I’ve mentioned that pretty much every word I write for Macworld and The Mac Observer is done on Ulysses — a terrific Mac and iOS app. I use it because of its great support for Markdown and for its excellent synching capabilities, as well as the clean, focused writing experience it provides.

With version 2.6, Ulysses gains the ability to publish directly to WordPress. According to the press release, “Bloggers will be able to publish their texts with just a few clicks or taps; no more exporting as HTML or Markdown, no cumbersome pasting to the WordPress backend. Bloggers can add tags, categories, excerpts and featured images, even schedule a publishing time, and preview their posts – all from within Ulysses.”

The new version also adds full support for Dropbox; the iOS version gets the “Quick Open” feature of the Mac app; and it introduces “Typewriter Mode” for an even more focuses writing environment.

Ulysses is a 2016 Apple Design Award winner. The update is free for all existing customers. The Mac app is available for $44.99 on the Mac App Store. The universal iOS version is available for $24.99 on the App Store.

For me, the update also fixed a crash-on-open bug with the macOS Sierra public beta.

It couldn’t happen to a nicer guy: Chris Breen leaves Macworld for Apple

Veteran Mac journalist and author Christopher Breen has left Macworld to join a “fruit-flavored tech company sandwiched between Santa Clara and Sunnyvale.”

Breen made the announcement on his personal blog, and confirmed it on Macworld.com.  “There are loads of reasons for the change, but blend them together and they add up to my desire to try something different before I don the large shorts and spend the bulk of my remaining days looking for my misplaced spectacles,” Breen wrote.

Chris has been a staple in Mac journalism for almost 30 years, and in that time earned a reputation as fair, honest, funny and smart. In addition to his work on Macworld, he’s authored several books, hosted innumerable podcasts and appeared on TV shows and user group meetings—all with a self-effacing, humble attitude that was as genuine as it seemed.

I’ve been a fan of Chris for more years than I can count, and have had the wonderful privilege of not only meeting him, but coming to count him as a dear friend, bandmate and colleague.

As a result of his new role, Chris will be retiring his tech persona. “I’ll be leaving the public stage as Chris Breen Technology Guy (though I may still pop up as Chris Breen Musician Guy at a saloon near you).”

As is typical of moves to that fruit-flavored tech company, Chris is mum about what his new role will entail. I can only hope that Apple knows what they have in Chris and that they take full advantage of his talents.

I couldn’t be happier for him and I wish him nothing but success in this new chapter of his life. It quite literally couldn’t happen to a nicer guy.

Audio Hijack 3 is a must-have upgrade that adds fun to a powerful utility

Rogue Amoeba released Audio Hijack 3, a major update to its audio capture and recording utility. The new version features a completely overhauled interface that makes creating and using recording workflows much easier and looks amazing.
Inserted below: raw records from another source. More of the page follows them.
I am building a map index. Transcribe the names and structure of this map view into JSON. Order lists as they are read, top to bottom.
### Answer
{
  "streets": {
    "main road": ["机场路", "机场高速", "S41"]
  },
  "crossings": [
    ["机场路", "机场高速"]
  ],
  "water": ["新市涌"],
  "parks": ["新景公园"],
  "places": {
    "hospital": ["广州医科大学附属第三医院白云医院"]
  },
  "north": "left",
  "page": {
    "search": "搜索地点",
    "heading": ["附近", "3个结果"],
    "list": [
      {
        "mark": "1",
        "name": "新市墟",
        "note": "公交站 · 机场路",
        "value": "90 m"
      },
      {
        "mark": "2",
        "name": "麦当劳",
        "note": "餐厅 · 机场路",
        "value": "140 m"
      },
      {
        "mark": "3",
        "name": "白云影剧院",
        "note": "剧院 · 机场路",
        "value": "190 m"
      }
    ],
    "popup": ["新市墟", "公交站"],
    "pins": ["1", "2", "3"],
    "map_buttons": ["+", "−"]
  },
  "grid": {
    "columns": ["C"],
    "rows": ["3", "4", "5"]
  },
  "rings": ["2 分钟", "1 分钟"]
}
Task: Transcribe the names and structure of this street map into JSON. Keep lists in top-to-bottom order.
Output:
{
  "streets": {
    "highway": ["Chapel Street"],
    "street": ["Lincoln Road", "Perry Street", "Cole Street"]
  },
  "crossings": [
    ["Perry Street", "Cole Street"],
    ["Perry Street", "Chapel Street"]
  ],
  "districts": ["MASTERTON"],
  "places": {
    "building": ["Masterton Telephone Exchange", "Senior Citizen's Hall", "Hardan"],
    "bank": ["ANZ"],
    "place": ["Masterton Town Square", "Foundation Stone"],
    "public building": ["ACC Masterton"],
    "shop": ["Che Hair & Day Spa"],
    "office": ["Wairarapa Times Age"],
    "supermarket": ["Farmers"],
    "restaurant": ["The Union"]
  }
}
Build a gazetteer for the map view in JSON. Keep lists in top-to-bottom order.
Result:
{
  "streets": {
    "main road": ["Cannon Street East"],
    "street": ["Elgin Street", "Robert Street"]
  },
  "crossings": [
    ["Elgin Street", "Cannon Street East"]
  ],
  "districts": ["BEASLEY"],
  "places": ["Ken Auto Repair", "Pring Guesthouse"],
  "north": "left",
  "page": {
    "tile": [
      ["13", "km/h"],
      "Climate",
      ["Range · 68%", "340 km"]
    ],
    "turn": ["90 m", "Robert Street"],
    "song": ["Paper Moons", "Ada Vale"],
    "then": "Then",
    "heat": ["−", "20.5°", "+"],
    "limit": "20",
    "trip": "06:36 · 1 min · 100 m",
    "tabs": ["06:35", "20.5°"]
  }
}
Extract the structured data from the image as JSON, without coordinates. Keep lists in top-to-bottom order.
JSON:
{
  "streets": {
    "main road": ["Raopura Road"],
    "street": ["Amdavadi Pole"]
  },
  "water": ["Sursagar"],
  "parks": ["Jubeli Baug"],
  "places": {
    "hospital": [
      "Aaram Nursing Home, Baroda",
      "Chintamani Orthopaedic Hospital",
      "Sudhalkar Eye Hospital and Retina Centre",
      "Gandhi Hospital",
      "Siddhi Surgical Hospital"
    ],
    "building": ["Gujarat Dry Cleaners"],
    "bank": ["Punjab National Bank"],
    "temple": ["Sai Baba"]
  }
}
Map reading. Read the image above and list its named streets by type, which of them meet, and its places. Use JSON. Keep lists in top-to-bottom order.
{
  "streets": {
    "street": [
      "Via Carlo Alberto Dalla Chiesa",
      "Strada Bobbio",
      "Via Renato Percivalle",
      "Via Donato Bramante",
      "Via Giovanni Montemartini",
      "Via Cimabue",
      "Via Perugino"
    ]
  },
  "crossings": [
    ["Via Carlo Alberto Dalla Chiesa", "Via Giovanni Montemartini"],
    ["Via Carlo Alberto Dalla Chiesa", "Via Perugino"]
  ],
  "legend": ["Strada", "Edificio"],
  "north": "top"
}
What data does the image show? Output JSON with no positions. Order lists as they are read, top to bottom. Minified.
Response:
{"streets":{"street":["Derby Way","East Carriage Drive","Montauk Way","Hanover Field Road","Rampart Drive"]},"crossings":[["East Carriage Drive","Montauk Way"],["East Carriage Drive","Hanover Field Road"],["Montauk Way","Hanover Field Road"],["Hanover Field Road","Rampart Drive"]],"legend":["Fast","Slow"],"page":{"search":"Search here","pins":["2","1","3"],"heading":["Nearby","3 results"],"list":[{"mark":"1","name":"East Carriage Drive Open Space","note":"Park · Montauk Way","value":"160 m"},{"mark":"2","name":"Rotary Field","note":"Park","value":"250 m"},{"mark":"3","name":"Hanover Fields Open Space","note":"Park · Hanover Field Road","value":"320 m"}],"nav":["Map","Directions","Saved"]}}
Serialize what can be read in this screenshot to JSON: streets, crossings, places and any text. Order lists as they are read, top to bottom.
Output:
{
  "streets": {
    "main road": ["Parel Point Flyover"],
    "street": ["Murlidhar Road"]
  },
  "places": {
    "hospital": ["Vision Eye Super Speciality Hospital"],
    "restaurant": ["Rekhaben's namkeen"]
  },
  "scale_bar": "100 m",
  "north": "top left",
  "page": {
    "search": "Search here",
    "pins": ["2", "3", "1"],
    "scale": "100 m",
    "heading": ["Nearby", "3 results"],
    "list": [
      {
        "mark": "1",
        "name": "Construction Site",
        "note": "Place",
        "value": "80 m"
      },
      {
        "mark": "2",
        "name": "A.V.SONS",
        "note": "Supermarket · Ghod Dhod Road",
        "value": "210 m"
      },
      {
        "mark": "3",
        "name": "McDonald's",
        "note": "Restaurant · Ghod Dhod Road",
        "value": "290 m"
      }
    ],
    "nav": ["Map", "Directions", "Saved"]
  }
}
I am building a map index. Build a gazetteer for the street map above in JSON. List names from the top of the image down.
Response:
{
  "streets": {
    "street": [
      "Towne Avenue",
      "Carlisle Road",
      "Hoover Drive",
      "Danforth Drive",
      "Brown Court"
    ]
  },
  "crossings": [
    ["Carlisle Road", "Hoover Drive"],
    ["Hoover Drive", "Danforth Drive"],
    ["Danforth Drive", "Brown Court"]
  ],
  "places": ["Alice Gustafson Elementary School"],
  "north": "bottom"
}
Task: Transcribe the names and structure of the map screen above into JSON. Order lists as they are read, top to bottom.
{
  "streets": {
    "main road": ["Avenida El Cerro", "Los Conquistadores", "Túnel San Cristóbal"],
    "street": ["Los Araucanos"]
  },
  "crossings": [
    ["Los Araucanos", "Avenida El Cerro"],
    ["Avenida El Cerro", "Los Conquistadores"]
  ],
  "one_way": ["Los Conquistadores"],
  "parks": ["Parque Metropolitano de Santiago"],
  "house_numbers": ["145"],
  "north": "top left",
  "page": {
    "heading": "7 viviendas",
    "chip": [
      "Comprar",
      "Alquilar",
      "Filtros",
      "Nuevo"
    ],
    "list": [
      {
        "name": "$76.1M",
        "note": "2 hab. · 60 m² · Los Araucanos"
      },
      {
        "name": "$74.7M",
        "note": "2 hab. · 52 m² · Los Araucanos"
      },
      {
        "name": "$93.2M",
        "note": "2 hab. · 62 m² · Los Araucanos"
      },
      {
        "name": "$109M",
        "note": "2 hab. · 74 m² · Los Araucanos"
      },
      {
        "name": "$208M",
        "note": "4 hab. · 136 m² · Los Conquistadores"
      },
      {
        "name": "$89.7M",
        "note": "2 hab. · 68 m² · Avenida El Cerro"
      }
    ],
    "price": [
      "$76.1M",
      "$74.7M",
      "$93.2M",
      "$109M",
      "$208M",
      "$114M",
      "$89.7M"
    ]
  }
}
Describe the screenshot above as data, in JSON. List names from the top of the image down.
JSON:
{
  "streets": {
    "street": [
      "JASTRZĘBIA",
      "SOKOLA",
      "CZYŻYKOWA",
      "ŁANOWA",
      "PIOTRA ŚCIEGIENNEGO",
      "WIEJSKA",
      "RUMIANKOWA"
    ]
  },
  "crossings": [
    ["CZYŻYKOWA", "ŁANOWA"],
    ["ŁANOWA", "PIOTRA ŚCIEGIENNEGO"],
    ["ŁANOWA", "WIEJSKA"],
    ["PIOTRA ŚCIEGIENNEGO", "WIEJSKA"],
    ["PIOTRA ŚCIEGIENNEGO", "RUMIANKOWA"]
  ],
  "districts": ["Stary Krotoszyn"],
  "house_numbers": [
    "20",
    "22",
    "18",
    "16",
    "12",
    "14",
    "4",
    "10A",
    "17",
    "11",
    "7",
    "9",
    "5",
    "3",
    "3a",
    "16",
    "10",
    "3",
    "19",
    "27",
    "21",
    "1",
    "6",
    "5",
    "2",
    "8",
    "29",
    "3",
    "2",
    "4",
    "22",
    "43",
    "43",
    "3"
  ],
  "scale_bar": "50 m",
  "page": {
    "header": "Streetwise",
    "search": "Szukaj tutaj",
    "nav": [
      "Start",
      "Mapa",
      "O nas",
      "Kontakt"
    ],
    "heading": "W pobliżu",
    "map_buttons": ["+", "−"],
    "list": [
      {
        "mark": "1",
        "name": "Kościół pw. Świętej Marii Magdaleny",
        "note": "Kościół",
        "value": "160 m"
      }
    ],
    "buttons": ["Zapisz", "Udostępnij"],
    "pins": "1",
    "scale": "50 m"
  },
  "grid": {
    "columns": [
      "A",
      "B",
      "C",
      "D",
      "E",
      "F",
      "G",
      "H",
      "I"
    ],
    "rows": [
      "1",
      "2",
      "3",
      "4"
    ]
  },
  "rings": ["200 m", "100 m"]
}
The old: Powerful, but imposing
For years, Rogue Amoeba’s Audio Hijack Pro has been an essential utility for capturing, mixing and recording audio traveling through you Mac. And when podcasting took off, Audio Hijack obtained legendary status, making it inexpensive and relatively easy to boost production values, making it possible for indy podcasters to sound like much bigger studios.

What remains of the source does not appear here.